Work to be completed
Your answer should consist of each line below that includes the word "with".
——
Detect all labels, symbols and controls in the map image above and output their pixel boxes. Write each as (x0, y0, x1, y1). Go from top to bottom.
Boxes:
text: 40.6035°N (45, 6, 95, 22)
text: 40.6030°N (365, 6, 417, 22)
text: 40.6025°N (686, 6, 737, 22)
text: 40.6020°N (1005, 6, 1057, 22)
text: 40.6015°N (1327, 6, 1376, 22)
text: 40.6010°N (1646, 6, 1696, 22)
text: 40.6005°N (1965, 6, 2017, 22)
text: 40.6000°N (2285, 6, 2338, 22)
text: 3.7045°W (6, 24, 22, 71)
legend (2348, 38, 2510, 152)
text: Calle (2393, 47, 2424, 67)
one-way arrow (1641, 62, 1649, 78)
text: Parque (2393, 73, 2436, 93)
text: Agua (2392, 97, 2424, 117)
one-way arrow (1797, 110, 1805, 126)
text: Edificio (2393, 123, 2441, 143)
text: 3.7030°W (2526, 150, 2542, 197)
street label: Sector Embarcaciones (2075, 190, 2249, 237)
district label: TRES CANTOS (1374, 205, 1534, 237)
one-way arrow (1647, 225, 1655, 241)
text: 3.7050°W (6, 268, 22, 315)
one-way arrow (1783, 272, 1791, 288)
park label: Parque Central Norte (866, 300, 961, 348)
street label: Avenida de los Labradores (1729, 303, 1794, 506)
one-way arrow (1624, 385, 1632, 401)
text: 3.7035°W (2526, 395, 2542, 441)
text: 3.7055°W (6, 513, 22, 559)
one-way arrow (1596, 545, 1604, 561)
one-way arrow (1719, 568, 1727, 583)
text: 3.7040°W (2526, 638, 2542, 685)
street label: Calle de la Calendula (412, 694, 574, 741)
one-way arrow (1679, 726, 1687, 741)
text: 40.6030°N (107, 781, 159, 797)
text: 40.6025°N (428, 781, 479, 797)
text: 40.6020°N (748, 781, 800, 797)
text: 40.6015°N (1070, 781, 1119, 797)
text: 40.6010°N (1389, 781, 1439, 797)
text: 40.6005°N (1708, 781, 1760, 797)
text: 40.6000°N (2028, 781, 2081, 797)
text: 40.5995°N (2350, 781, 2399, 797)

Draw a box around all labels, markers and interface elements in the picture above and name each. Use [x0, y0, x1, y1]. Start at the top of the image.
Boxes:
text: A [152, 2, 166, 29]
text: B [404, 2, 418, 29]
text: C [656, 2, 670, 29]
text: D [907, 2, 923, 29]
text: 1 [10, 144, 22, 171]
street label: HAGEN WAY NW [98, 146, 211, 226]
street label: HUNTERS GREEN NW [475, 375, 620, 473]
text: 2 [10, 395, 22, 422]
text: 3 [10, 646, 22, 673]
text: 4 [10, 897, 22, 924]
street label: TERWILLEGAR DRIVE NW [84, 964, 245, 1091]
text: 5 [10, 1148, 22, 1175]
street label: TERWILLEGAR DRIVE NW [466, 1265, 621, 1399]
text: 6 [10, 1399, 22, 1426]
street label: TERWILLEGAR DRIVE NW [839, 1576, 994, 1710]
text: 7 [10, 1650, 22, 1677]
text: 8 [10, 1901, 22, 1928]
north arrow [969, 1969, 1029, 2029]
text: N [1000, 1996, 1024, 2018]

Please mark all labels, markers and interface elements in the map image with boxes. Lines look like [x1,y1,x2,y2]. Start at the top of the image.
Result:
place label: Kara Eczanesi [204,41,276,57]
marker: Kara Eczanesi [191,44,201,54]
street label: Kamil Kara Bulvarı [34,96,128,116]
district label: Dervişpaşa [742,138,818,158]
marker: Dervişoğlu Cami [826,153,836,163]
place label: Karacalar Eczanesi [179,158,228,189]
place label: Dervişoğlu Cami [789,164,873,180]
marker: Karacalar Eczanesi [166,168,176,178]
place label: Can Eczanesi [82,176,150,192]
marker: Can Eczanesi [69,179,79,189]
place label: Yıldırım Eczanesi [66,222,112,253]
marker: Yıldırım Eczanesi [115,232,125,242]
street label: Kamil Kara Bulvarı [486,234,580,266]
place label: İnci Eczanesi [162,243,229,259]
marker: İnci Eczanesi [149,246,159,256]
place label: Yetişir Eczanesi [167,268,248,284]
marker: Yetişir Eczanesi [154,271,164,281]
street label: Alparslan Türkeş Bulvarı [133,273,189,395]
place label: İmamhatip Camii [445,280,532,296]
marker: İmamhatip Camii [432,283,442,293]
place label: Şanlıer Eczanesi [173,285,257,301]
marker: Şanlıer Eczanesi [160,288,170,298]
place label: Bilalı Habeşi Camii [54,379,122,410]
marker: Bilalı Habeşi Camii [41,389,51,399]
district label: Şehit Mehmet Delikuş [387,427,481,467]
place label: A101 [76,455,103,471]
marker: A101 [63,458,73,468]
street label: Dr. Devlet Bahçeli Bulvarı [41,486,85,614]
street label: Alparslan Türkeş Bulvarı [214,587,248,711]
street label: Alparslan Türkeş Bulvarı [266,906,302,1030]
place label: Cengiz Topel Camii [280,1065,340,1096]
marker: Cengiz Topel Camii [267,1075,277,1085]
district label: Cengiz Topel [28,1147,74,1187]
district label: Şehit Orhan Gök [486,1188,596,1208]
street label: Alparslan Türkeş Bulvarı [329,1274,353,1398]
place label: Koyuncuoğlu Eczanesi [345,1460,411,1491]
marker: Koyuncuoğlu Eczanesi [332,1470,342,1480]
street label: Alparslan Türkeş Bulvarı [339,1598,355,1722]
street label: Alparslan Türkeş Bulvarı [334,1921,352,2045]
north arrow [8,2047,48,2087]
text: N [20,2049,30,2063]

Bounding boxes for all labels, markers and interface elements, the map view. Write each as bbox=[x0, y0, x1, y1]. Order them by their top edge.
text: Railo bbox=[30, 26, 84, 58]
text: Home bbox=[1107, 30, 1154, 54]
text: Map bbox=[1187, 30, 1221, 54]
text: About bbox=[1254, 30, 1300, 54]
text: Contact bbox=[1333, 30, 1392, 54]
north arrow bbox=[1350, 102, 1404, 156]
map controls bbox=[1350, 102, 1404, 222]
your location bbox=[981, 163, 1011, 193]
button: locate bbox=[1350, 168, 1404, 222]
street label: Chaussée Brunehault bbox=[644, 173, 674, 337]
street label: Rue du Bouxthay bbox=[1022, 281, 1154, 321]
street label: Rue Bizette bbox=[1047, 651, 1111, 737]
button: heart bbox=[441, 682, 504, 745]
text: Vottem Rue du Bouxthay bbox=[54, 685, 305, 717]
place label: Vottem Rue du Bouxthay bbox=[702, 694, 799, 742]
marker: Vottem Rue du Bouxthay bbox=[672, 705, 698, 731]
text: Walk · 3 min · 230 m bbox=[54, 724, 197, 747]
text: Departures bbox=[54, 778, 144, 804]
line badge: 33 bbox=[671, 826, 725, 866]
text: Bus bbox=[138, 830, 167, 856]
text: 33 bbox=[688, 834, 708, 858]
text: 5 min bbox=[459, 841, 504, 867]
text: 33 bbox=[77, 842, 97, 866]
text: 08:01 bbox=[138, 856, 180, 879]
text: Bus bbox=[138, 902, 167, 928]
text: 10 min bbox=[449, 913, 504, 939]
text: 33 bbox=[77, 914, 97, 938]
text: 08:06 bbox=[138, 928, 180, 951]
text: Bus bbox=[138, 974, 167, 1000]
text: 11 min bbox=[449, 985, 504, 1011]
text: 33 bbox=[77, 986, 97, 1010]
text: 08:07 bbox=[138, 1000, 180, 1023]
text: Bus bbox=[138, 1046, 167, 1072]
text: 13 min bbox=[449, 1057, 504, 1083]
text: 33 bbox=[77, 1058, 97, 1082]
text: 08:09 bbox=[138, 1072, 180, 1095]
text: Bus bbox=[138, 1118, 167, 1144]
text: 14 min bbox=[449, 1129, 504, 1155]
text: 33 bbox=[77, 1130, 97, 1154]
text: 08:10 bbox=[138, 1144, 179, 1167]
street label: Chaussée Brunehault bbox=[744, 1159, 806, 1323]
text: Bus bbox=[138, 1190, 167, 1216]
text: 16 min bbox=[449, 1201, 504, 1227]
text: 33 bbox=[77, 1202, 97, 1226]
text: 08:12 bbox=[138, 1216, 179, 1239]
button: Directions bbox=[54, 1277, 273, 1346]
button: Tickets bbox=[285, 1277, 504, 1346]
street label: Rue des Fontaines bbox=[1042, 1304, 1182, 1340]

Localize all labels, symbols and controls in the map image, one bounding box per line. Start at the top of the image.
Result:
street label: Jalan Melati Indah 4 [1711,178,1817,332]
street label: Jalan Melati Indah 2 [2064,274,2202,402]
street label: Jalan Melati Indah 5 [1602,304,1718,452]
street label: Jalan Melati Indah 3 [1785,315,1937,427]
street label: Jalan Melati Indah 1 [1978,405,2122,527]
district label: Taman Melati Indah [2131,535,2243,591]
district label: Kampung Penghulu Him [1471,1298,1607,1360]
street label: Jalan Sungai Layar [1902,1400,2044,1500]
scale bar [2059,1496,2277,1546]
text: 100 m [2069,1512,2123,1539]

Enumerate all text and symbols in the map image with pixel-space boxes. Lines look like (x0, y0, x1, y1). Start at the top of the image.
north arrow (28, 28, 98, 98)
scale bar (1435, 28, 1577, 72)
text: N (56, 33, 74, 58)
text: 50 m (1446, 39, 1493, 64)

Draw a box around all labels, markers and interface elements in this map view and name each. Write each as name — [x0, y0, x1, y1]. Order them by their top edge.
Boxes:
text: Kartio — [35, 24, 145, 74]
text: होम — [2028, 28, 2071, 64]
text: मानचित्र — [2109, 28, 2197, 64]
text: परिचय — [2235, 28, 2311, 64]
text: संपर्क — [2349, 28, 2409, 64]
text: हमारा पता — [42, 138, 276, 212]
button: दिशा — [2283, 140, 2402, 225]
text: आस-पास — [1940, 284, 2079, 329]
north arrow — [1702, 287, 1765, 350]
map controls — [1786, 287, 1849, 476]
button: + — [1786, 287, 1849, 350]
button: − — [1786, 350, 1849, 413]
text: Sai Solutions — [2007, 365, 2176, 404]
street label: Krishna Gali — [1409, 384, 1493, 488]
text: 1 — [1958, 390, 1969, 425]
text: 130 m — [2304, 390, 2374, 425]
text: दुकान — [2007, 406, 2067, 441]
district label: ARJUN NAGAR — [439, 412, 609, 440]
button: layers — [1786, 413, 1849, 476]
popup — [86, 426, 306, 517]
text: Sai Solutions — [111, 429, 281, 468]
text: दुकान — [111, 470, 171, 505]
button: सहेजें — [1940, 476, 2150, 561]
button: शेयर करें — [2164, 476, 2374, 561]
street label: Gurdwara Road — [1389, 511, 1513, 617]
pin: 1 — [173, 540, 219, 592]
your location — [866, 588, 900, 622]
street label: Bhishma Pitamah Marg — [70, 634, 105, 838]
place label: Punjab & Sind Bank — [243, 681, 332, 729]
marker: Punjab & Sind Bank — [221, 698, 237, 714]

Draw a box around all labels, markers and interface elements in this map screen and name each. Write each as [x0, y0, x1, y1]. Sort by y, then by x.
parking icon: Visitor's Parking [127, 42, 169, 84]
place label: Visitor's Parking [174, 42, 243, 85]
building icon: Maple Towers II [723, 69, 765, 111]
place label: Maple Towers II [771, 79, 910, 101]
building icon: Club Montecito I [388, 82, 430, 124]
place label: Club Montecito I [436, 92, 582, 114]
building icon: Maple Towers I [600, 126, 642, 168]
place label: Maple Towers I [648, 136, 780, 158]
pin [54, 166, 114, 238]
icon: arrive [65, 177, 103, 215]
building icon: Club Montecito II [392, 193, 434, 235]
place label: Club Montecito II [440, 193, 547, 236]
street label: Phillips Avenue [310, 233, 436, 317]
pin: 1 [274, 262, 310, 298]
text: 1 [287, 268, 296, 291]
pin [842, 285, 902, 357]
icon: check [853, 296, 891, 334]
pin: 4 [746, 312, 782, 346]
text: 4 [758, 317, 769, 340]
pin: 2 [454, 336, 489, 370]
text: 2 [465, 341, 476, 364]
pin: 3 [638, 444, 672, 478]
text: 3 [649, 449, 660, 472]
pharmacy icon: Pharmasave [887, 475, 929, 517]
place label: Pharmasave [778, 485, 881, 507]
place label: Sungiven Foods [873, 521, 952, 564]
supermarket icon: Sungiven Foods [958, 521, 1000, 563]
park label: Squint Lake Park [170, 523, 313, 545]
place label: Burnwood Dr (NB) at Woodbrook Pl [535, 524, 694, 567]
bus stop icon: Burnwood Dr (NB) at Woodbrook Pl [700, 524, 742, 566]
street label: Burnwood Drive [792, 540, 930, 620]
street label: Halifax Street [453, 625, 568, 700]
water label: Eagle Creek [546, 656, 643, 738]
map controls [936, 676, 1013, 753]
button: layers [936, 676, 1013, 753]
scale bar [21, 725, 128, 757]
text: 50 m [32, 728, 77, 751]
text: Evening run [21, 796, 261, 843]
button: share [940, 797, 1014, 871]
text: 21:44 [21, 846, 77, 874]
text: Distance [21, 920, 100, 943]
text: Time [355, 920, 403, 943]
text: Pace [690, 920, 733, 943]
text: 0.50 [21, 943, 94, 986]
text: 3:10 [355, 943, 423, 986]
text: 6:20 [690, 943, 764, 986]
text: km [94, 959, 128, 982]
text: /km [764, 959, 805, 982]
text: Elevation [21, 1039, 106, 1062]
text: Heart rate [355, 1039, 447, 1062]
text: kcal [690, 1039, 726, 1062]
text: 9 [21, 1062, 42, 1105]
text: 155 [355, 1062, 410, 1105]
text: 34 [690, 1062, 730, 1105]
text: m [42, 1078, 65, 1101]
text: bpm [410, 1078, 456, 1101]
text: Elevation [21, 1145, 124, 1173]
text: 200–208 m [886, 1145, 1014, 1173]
——
Answer to this task
Please mark all labels, markers and interface elements in the map image with boxes. Lines look like [x1,y1,x2,y2]. Start at the top of the image.
Enumerate all text and symbols in the map image with pixel-space boxes. Lines look like (x0, y0, x1, y1). Start at the top of the image.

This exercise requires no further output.